- _WHAT YOU WILL DO_: Below are records; quote them exactly from the first line through the line that contains "Dump the readable".

- _DATASET ENTRIES_:

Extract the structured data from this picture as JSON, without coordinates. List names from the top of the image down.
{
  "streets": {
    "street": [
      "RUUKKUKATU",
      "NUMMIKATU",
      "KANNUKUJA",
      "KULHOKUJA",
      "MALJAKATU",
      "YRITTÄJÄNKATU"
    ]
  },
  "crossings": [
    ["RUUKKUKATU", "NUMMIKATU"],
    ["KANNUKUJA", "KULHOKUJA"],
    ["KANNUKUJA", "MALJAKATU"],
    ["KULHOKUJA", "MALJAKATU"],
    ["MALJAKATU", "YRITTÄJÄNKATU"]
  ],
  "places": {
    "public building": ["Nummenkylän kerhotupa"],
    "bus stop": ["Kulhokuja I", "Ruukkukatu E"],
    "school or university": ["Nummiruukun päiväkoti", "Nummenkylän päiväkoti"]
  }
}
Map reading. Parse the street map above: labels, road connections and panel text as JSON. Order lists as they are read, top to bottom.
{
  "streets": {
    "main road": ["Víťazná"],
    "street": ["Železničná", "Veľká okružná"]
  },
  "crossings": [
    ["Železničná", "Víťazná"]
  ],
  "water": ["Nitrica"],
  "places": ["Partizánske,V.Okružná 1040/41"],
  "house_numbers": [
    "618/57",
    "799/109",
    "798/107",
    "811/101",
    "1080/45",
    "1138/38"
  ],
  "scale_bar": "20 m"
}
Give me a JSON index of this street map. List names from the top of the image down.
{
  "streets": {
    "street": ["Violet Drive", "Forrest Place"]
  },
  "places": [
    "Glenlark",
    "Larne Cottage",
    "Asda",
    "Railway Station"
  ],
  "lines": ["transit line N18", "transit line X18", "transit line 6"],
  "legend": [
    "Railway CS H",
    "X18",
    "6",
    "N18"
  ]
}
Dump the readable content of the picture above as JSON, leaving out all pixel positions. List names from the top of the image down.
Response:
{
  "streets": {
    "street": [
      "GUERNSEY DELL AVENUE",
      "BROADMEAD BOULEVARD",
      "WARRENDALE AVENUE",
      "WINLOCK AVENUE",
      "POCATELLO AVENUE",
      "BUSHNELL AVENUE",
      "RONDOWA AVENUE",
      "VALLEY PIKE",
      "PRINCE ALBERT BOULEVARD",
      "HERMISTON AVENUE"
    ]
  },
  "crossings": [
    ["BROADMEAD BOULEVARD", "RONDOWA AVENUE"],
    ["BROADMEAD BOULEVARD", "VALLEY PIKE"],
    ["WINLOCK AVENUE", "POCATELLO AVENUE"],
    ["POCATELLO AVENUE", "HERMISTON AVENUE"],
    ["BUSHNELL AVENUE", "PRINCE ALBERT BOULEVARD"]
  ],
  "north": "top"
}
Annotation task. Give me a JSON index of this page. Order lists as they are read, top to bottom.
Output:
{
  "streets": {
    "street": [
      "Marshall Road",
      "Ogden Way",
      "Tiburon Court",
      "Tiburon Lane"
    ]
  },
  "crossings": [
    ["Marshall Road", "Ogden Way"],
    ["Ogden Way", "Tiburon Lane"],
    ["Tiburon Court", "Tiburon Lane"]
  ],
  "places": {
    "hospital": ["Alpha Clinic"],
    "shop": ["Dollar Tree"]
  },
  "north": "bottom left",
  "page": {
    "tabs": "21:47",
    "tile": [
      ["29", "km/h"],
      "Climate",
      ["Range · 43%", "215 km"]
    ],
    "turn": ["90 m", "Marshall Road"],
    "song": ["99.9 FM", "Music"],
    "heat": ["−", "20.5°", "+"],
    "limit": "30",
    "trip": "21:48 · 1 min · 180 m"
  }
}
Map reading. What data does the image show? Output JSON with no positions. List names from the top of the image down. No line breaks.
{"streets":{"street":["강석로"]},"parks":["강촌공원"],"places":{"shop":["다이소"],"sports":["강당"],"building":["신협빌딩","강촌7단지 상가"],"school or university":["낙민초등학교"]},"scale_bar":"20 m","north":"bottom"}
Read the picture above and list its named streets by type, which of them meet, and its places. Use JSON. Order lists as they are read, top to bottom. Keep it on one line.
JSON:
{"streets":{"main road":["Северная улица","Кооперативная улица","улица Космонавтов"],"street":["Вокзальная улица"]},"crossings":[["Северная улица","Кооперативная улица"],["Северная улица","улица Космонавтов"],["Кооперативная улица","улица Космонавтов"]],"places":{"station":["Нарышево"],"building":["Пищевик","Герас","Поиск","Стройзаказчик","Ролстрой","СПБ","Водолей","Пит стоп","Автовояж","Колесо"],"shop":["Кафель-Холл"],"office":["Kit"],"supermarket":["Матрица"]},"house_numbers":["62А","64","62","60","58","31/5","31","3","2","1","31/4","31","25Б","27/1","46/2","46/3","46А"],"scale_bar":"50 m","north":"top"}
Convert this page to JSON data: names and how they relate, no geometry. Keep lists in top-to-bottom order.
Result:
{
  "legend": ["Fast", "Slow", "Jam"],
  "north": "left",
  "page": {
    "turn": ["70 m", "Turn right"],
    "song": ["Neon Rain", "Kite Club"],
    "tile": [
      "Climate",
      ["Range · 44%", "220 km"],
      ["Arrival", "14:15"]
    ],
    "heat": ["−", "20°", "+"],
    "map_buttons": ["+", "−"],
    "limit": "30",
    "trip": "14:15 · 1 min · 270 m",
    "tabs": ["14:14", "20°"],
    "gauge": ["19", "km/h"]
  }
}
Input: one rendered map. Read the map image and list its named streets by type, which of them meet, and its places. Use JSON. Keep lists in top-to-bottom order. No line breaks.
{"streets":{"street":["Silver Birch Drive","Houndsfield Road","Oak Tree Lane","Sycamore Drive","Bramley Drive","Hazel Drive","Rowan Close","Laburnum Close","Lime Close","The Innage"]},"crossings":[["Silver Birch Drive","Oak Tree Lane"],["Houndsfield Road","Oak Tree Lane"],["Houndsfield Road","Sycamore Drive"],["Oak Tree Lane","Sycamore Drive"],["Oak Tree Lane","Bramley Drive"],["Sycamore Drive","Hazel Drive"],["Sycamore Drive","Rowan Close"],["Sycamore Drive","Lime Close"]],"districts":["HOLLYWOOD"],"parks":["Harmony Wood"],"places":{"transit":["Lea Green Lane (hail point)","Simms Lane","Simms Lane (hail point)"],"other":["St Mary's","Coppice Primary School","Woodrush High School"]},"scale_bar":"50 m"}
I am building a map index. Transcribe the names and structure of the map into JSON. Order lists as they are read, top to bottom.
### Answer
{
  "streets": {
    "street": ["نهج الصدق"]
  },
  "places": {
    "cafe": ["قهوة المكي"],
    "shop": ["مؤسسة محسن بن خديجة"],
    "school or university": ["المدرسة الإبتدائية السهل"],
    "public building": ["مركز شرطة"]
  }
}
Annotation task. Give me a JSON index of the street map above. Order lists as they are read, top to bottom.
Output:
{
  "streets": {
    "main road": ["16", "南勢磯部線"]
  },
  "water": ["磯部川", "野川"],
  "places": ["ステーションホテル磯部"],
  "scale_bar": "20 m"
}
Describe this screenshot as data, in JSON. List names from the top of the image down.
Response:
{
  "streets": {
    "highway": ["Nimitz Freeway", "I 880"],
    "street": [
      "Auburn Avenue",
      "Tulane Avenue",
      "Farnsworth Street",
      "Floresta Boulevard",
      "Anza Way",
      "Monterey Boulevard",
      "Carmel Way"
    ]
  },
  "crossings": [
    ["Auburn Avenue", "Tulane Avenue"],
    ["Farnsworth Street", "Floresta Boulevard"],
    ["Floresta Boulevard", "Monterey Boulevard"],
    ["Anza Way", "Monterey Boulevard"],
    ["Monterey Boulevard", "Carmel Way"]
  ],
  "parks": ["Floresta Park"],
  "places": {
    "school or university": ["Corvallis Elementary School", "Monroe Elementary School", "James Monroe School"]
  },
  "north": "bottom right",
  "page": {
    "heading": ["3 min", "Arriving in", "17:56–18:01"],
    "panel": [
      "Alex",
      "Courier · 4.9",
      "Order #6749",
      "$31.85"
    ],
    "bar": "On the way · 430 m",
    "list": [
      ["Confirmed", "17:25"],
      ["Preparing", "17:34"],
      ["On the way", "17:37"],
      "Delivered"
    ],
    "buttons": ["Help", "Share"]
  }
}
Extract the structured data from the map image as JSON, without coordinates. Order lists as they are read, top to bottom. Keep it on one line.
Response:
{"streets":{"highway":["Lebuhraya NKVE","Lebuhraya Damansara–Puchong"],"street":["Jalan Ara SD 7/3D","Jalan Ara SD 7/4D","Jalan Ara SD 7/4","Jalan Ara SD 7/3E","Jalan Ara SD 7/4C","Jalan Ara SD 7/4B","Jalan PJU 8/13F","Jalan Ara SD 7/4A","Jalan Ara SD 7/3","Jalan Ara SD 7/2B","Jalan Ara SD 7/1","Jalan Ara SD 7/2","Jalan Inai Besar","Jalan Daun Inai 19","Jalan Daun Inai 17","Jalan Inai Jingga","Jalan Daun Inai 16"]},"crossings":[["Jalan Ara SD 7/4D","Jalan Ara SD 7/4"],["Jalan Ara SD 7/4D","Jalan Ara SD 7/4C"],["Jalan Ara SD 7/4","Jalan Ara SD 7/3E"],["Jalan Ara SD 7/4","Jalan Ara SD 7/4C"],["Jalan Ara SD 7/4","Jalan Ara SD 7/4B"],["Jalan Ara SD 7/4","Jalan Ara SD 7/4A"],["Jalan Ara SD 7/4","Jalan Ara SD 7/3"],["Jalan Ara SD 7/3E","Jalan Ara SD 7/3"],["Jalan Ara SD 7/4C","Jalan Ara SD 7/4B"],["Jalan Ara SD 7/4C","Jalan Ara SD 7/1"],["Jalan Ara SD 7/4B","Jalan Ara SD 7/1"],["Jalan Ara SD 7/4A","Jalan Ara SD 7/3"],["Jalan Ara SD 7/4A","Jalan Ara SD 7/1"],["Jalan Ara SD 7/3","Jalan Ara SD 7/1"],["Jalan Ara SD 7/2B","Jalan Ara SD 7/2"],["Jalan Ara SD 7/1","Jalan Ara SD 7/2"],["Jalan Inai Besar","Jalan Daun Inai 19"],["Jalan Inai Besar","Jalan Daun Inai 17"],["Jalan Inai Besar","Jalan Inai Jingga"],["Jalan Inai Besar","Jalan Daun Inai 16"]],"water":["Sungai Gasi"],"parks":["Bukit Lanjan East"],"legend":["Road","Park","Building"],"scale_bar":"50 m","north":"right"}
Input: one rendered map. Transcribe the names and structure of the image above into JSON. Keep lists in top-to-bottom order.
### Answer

- _EXERCISE RESPONSE_:
Extract the structured data from this picture as JSON, without coordinates. List names from the top of the image down.
{
  "streets": {
    "street": [
      "RUUKKUKATU",
      "NUMMIKATU",
      "KANNUKUJA",
      "KULHOKUJA",
      "MALJAKATU",
      "YRITTÄJÄNKATU"
    ]
  },
  "crossings": [
    ["RUUKKUKATU", "NUMMIKATU"],
    ["KANNUKUJA", "KULHOKUJA"],
    ["KANNUKUJA", "MALJAKATU"],
    ["KULHOKUJA", "MALJAKATU"],
    ["MALJAKATU", "YRITTÄJÄNKATU"]
  ],
  "places": {
    "public building": ["Nummenkylän kerhotupa"],
    "bus stop": ["Kulhokuja I", "Ruukkukatu E"],
    "school or university": ["Nummiruukun päiväkoti", "Nummenkylän päiväkoti"]
  }
}
Map reading. Parse the street map above: labels, road connections and panel text as JSON. Order lists as they are read, top to bottom.
{
  "streets": {
    "main road": ["Víťazná"],
    "street": ["Železničná", "Veľká okružná"]
  },
  "crossings": [
    ["Železničná", "Víťazná"]
  ],
  "water": ["Nitrica"],
  "places": ["Partizánske,V.Okružná 1040/41"],
  "house_numbers": [
    "618/57",
    "799/109",
    "798/107",
    "811/101",
    "1080/45",
    "1138/38"
  ],
  "scale_bar": "20 m"
}
Give me a JSON index of this street map. List names from the top of the image down.
{
  "streets": {
    "street": ["Violet Drive", "Forrest Place"]
  },
  "places": [
    "Glenlark",
    "Larne Cottage",
    "Asda",
    "Railway Station"
  ],
  "lines": ["transit line N18", "transit line X18", "transit line 6"],
  "legend": [
    "Railway CS H",
    "X18",
    "6",
    "N18"
  ]
}
Dump the readable content of the picture above as JSON, leaving out all pixel positions. List names from the top of the image down.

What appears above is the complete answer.